- EXERCISE BRIEF:
Each line of the data below from the one holding "<h2>4 min<small>Walk · 250 m</small></h2>" to the one holding "717,122 L 488,52 Z", inclusive, is to be reproduced exactly; no other line belongs in the answer.

- MATERIAL SHOWN:
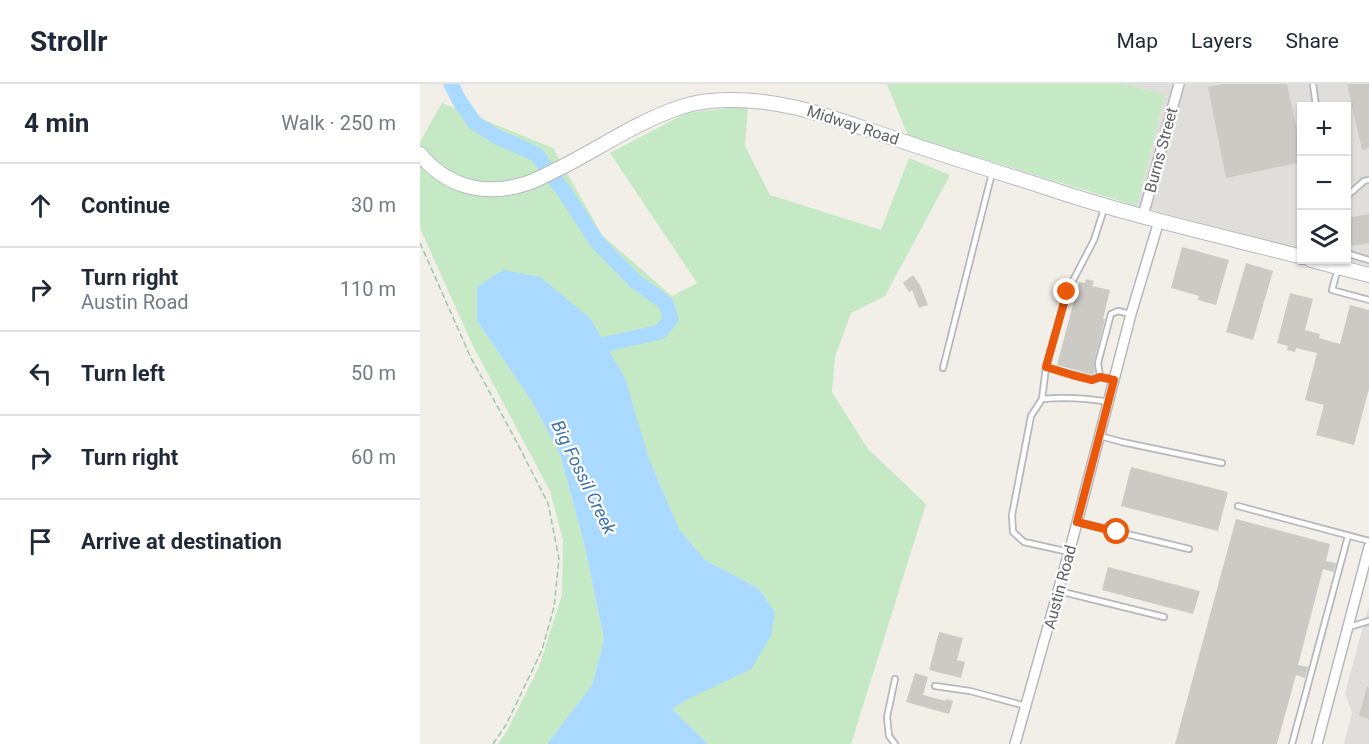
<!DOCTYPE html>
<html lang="en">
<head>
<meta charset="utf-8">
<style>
  body { margin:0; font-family:Roboto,sans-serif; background:#f6f6f7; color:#1f2937 }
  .controls { position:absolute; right:18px; top:18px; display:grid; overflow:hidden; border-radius:0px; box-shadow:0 2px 4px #0004 }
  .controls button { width:54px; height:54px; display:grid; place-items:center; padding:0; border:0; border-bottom:2px solid #e0e1e3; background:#fff; color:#1f2937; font:30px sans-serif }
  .stop { position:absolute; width:18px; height:18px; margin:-14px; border:4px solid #ea580c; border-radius:50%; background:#fff }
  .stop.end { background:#ea580c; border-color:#fff; box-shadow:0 2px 6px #0008 }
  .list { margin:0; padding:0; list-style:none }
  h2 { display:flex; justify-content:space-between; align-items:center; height:78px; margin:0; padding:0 24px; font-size:26px }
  h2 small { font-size:20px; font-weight:400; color:#747a83 }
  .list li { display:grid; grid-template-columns:39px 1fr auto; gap:18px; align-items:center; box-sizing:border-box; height:84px; padding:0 24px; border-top:2px solid #e0e1e3 }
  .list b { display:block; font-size:22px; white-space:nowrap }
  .list p { margin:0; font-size:20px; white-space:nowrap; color:#747a83 }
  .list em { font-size:20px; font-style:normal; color:#747a83 }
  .icon { flex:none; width:33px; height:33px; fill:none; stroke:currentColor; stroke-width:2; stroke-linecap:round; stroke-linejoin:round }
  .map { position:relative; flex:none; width:949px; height:660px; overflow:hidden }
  header { display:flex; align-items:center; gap:36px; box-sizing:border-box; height:84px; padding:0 30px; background:#fff; border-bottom:2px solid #e0e1e3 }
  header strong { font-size:28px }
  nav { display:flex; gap:33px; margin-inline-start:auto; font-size:21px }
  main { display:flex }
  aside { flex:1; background:#fff }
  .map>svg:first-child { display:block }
  .industrial { fill:#e0deda }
  .green { fill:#c5e8c5 }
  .water { fill:#aadaff }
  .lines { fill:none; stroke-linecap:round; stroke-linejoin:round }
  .river { stroke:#aadaff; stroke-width:15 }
  .building { fill:#cccac5 }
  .lane-casing { stroke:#b5b8bc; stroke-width:8 }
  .street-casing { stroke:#b5b8bc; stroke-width:12 }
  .secondary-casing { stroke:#b6babf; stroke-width:16 }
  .path { stroke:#9cc7a9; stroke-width:1.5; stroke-dasharray:6 3; stroke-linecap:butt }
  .lane { stroke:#fff; stroke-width:4.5 }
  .street { stroke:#fff; stroke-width:9 }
  .secondary { stroke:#fff; stroke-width:14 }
  .route { stroke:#ea580c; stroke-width:8 }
  .labels { text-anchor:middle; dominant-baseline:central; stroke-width:4.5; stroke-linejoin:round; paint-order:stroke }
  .street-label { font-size:16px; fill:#5f6368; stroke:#fff }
  .water-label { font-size:18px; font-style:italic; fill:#4174aa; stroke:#fff }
</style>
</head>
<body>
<header>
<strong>Strollr</strong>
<nav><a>Map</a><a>Layers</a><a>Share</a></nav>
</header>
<main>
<aside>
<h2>4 min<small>Walk · 250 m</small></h2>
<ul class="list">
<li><svg class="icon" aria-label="ahead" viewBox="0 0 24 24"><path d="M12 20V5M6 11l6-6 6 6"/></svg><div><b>Continue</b></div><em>30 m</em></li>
<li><svg class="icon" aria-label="right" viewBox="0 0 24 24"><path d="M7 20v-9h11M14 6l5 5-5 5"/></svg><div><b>Turn right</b><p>Austin Road</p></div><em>110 m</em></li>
<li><svg class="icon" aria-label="left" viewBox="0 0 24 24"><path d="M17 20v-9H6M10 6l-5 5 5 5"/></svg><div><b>Turn left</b></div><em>50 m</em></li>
<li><svg class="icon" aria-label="right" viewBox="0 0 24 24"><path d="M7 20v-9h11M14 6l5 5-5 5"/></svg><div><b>Turn right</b></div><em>60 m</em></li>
<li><svg class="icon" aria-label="arrive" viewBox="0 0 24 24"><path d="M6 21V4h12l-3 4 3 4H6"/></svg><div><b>Arrive at destination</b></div></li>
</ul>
</aside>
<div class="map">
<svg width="949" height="660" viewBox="0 0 949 660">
  <rect width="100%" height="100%" fill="#f1efe8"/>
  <!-- industrial -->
  <path class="industrial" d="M 705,0 L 949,0 L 949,182 L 923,176 L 926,176 L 926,22 L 882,22 L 881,165 L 717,122 L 745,11 Z
    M 949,521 L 949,660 L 924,660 L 932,629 L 925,609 Z"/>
  <!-- green -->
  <path class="green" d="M 467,0 L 705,0 L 745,11 L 717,122 L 488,52 Z
    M 22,19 L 133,64 L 182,151 L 252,212 L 277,199 L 190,69 L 266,29 L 328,22 L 325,62 L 350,111 L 461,146 L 489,74 L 530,91 L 465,212 L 431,229 L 415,273 L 412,308 L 448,365 L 506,420 L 431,660 L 288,660 L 252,625 L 270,614 L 338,504 L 285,476 L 259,445 L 228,372 L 57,237 L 111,316 L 140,370 L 164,459 L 184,556 L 172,601 L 127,660 L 78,660 L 87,647 L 119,583 L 142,511 L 143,456 L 130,407 L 53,262 L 0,144 L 0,58 Z"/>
  <!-- water -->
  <path class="water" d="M 83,186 L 120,193 L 170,234 L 205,294 L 228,372 L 259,445 L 285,476 L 338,504 L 355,528 L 351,552 L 331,585 L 270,614 L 252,625 L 288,660 L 127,660 L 172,601 L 184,556 L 164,459 L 140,370 L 111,316 L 57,237 L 57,203 Z"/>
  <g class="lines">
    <!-- river -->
    <path class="river" d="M 31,0 L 39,16 L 55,39 L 77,53 L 105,65 L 117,71 L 146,110 L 177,158 L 216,198 L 246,219 L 251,235 L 240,248 L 195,258 L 167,266"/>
  </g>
  <!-- building -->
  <path class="building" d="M 804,0 L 867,0 L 882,68 L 882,78 L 806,94 L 788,3 Z
    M 927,0 L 949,0 L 949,64 L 942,66 Z
    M 949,130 L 949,159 L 931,162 L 927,134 Z
    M 762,163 L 809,176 L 796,221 L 778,216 L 779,212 L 751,204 Z
    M 826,179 L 853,187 L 833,256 L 806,248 Z
    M 493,191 L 500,201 L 508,221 L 499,224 L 492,206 L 489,208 L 483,199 Z
    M 666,195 L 674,197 L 672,202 L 690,206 L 683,235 L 685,235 L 674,278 L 675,287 L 673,291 L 637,281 L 659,198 L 665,199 Z
    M 870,209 L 893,215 L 885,246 L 900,250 L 899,254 L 920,260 L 930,221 L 949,226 L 949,305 L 934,361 L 896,351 L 904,321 L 885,316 L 897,269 L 876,264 L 875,268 L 867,266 L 868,262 L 857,259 Z
    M 711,383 L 808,408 L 798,447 L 701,422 Z
    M 816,435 L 910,460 L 906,477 L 916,479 L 914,488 L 903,485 L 878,581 L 888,583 L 885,594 L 876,591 L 857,660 L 755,660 Z
    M 688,483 L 780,507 L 773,530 L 682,506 Z
    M 519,548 L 543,554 L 537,576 L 545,578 L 541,594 L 509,586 Z
    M 495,589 L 508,593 L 503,611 L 526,617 L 526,615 L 533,617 L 529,630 L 486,618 Z
    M 947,603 L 949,603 L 949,635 L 939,632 Z"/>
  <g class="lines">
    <!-- lane casing -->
    <g class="lane-casing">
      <path id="lane" d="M 893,0 L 896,22
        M 926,113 L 944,97 L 949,96
        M 926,169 L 949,176
        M 918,184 L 912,206 L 949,216
        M 626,283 L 672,296 L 680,293 L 694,296
        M 523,284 L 572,89
        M 680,293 L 678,279 L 691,230 L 698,227 L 710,230
        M 622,315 L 626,283 L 647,208 L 674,156 L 684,125
        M 680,352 L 702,358 L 802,379
        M 818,422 L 949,457
        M 657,438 L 769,465
        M 649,468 L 604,458 L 593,448 L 592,431 L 611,332 L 622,315 C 645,313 666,314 689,318
        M 639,507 L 744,533
        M 929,543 L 949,537
        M 515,602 L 550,607 L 606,622
        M 475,660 L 469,652 L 467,633 L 475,595
        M 872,660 L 928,452"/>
    </g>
    <!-- street casing -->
    <g class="street-casing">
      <path id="street" d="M 723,132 L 759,0
        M 595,660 L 653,454 L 711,230 L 739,137
        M 897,660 L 949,463"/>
    </g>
    <!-- secondary casing -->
    <g class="secondary-casing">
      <path id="secondary" d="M 0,70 C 26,102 62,112 101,101 C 115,98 127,90 140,84 C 180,64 218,37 261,23 C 276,18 292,16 308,16 C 366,15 412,34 467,52 C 520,70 574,87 628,104 C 711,132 797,151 882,173
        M 891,176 L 949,191"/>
    </g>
    <!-- path -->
    <path class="path" d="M 0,159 L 51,274 L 93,351 L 128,419 L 139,475 L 134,523 L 122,566 L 86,641 L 73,660"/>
    <!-- lane -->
    <use href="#lane" class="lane"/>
    <!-- street -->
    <use href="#street" class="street"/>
    <!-- secondary -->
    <use href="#secondary" class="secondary"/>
  </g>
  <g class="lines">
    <!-- route -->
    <path class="route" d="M 647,208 L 626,283 L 652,291 L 672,296 L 680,293 L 694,296 L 657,438 L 697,448"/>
  </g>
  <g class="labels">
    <!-- street labels -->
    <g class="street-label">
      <text transform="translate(433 41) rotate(18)">Midway Road</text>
      <text transform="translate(741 66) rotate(-75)">Burns Street</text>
      <text transform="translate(640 503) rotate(-75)">Austin Road</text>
    </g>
    <!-- water labels -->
    <g class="water-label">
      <text transform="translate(164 393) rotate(64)">Big Fossil Creek</text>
    </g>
  </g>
</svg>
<div class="controls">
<button>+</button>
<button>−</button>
<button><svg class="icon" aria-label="layers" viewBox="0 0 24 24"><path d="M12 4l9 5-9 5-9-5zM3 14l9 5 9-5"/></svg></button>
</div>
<div class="stop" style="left:697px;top:448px"></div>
<div class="stop end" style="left:647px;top:208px"></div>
</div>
</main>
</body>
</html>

- RESPONSE TO THIS TASK:
<h2>4 min<small>Walk · 250 m</small></h2>
<ul class="list">
<li><svg class="icon" aria-label="ahead" viewBox="0 0 24 24"><path d="M12 20V5M6 11l6-6 6 6"/></svg><div><b>Continue</b></div><em>30 m</em></li>
<li><svg class="icon" aria-label="right" viewBox="0 0 24 24"><path d="M7 20v-9h11M14 6l5 5-5 5"/></svg><div><b>Turn right</b><p>Austin Road</p></div><em>110 m</em></li>
<li><svg class="icon" aria-label="left" viewBox="0 0 24 24"><path d="M17 20v-9H6M10 6l-5 5 5 5"/></svg><div><b>Turn left</b></div><em>50 m</em></li>
<li><svg class="icon" aria-label="right" viewBox="0 0 24 24"><path d="M7 20v-9h11M14 6l5 5-5 5"/></svg><div><b>Turn right</b></div><em>60 m</em></li>
<li><svg class="icon" aria-label="arrive" viewBox="0 0 24 24"><path d="M6 21V4h12l-3 4 3 4H6"/></svg><div><b>Arrive at destination</b></div></li>
</ul>
</aside>
<div class="map">
<svg width="949" height="660" viewBox="0 0 949 660">
  <rect width="100%" height="100%" fill="#f1efe8"/>
  <!-- industrial -->
  <path class="industrial" d="M 705,0 L 949,0 L 949,182 L 923,176 L 926,176 L 926,22 L 882,22 L 881,165 L 717,122 L 745,11 Z
    M 949,521 L 949,660 L 924,660 L 932,629 L 925,609 Z"/>
  <!-- green -->
  <path class="green" d="M 467,0 L 705,0 L 745,11 L 717,122 L 488,52 Z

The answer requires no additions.